A Light In Darkness picks up exactly where the last installment left off, with Dave being arrested for failing to produce his sermons in response to a subpoena. The meek pastor never looks for a fight, but the case—quickly dismissed by the courts, as was true of its anomalous real-life inspiration—places his parish in controversy. It’s on university land, and the board decides the church must close (too much of a lightning rod), using eminent domain to seize the property for a new student center. Again, this installment takes a real-life occurrence (the case of Faith Temple Church Vs. Brighton is cited) and amplifies it beyond hysteria. Dave decides to fight the university in court, so he drives up to Chicago to visit his previously unmentioned atheist lawyer brother, Pearce (John Corbett, giving the first-ever credible and appealing performance in this franchise).

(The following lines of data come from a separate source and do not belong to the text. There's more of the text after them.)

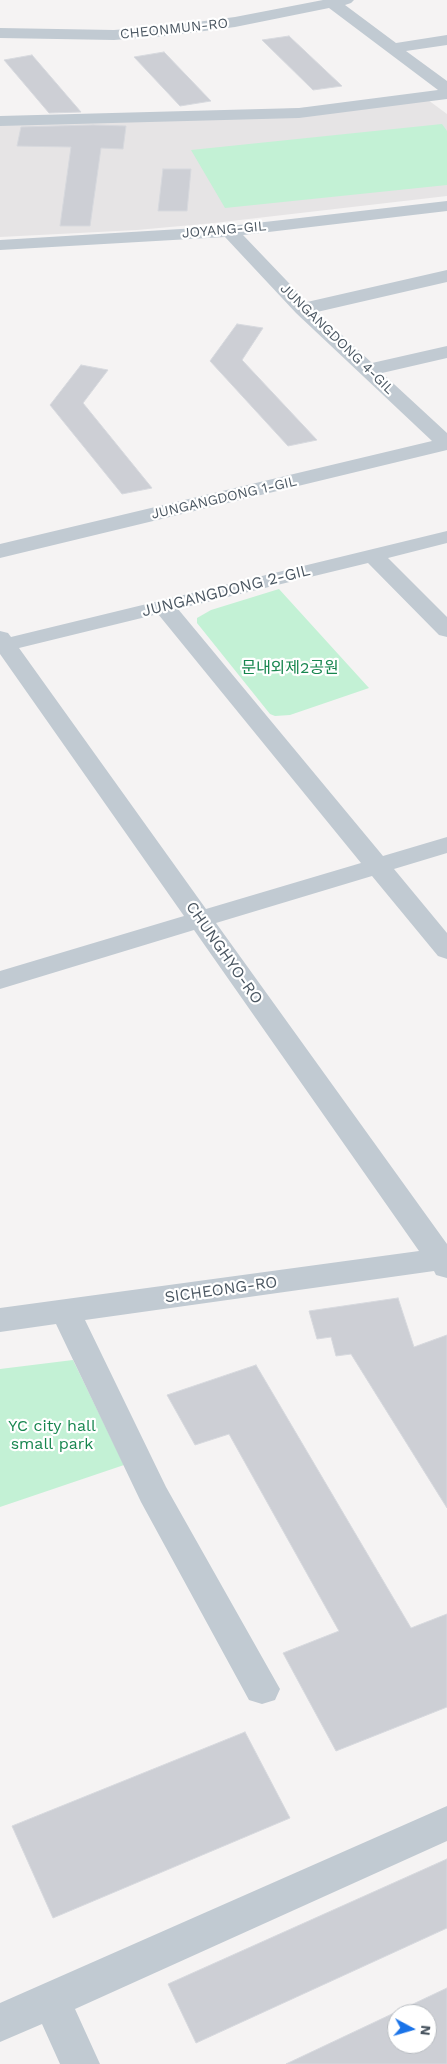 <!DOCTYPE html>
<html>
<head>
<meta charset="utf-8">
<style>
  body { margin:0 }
  #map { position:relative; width:447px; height:2064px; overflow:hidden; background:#f5f3f3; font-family:"Work Sans",sans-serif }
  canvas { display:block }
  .north { position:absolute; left:387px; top:2004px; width:50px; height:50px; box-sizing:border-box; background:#fff; border:1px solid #b7bbc0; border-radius:50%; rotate:96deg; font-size:14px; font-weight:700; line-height:20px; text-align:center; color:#4a5661 }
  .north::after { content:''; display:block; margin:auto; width:18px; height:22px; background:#1a73e8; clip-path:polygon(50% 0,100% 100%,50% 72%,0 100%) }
</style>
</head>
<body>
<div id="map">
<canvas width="447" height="2064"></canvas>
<div class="north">N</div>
</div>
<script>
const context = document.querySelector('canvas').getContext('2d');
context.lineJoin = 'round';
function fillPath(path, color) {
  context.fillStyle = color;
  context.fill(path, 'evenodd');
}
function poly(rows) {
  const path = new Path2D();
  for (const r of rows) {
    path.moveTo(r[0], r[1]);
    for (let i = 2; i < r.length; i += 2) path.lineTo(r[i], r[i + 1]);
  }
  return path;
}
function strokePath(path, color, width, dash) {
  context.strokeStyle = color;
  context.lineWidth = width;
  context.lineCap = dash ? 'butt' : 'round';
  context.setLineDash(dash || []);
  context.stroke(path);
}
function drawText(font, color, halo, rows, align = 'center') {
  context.font = font + ' "Work Sans","Noto Sans KR",sans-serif';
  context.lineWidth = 4.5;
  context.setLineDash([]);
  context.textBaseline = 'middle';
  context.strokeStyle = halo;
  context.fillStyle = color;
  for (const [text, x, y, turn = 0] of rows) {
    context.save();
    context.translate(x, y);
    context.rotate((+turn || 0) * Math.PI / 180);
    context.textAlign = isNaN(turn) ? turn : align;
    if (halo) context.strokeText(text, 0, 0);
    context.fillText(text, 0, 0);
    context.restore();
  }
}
const education = poly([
  [428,100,447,114,447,196,214,223,137,230,0,237,0,123,59,123]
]);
const green = poly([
  [442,124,447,131,447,185,225,208,191,150],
  [279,589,369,688,290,715,275,716,270,714,197,623,197,618,211,610],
  [73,1360,124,1465,0,1507,0,1369]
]);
const building = poly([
  [289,36,342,86,313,90,262,40,289,36],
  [164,52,211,101,180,106,134,57,164,52],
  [32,55,81,112,49,113,4,60,32,55],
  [93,125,126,126,123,149,101,148,90,226,60,226,71,147,17,146,21,127,93,125],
  [163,169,191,169,187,211,158,211,163,169],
  [237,324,263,328,242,360,317,440,288,446,210,361,237,324],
  [81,365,108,370,83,403,152,488,122,494,50,405,81,365],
  [398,1298,414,1347,447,1335,447,1508,351,1354,336,1356,331,1337,317,1339,309,1311,398,1298],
  [256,1365,411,1628,447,1614,447,1707,336,1751,283,1653,339,1631,229,1434,195,1445,167,1395,256,1365],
  [245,1732,290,1818,53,1918,12,1826,245,1732],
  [447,1859,447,1928,196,2043,168,1984,447,1859],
  [447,1988,447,2064,286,2064,447,1988],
  [397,2014,427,2014,427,2044,397,2044,397,2014]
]);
const minor = poly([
  [323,0,354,0,351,3,345,5,396,43,447,35,447,45,406,51,447,81,447,99,299,118,0,126,0,116,299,108,438,90,329,8,235,27,166,36,114,40,0,38,0,28,114,30,166,26,235,17,323,0],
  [447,201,447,211,243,235,307,302,447,270,447,282,317,312,372,363,447,346,447,358,382,373,447,433,447,450,0,558,0,544,432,441,296,313,225,237,0,250,0,240,230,226,447,201],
  [447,531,447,543,388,558,447,617,447,637,439,635,368,563,178,609,383,856,447,837,447,853,394,869,447,933,447,959,438,956,372,876,216,923,447,1244,447,1278,436,1275,434,1271,85,1320,166,1487,280,1689,275,1700,262,1704,249,1700,141,1502,56,1324,0,1332,0,1308,419,1251,194,930,0,989,0,971,184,916,0,654,0,631,8,633,11,637,447,531],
  [158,614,361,863,206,909,19,648,158,614],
  [447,1806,447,1841,75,2009,100,2064,60,2064,42,2024,0,2042,0,2003,447,1806]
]);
const farStreetnames = [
  ["CHEONMUN-RO",174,29,-6],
  ["JOYANG-GIL",224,230,-5],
  ["JUNGANGDONG 4-GIL",337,339,44],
  ["JUNGANGDONG 1-GIL",224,498,-13]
];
const streetNames = [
  ["JUNGANGDONG 2-GIL",226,591,-14],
  ["CHUNGHYO-RO",224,953,55],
  ["SICHEONG-RO",221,1290,-8]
];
const parkNames = [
  ["문내외제2공원",290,668],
  ["YC city hall",52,1426],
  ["small park",52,1444]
];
fillPath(education, '#e6e4e5');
fillPath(green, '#c3f1d5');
fillPath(building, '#cdcfd5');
strokePath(building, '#d7d9de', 1);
fillPath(minor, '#c1cad2');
drawText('14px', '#4a5661', '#fff', farStreetnames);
drawText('16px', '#4a5661', '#fff', streetNames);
drawText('16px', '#17864f', '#fff', parkNames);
</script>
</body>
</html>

What ensues is a kind of Book Of Job experience. By offing Dave’s best friend immediately, A Light In Darkness ups the stakes to imply contemporary American Christians are always at risk of turning into martyrs. Though accidental, the fire was started by ex-Christian college student Adam (Mike C. Manning). His girlfriend, Keaton (Samantha Boscarino), breaks up with him in dialogue that echoes the first film’s climactic exchange. (“I don’t have a problem with God,” “But you do, Adam.”) Drunk and upset, Adam indicates how a secular campus education has corroded his moral foundation by petulantly swiping at a protest sign reading “Evolution is a myth,” then throwing a brick through the church window. Jude must die so that Adam can find his faith again.

The university, the liberal media harping about Dave on televisions the film relentlessly cuts away to: Can’t a decent Christian get a break? And isn’t it appalling how the university would literally tear down a church to, in Dave’s disbelieving words, “advance a political agenda”? His smart-aleck brother claims Christians “love to play the victim,” a way of preemptively justifying and defusing what the film is actually about. Dave loses his temper and attacks Adam when he finds out he’s responsible for the fire, but isn’t that implicitly understandable? “I think it’s time that Christians stand up for themselves,” Dave fumes. “I’m tired of being pushed around.”

If the film eventually comes around to him turning the other cheek, it doesn’t mean it, and the proof is in the cameos. Frustrated Dave might well be paraphrasing Loesch’s video from last April, where she ranted against Trump protesters who “smash windows, burn cars, shut down interstates and airports, bully and terrorize the law-abiding […] The only way we stop this, the only way we save our country and our freedom, is to fight this violence of lies with the clenched fist of truth.” When Loesch appears in the film, it’s to pull a “so much for the tolerant left” line in flagging the university’s decision. Later, Judge Jeanine gets to voice the film’s moral: “It’s a sign of the time: everybody’s yelling, nobody’s listening.” What she means is that the left is yelling and not listening to the right, an assumption the film completely endorses: Trump is a vessel of God and Christians are completely right to be angry about the Deep State trying to sabotage him. A Light In Darkness isn’t as offensive as the first film—it lacks the requisite misogyny and Islamophobia, and does a better job of looking like it’s almost a real movie—but it’s not far behind, an emblematic film for the foul moment.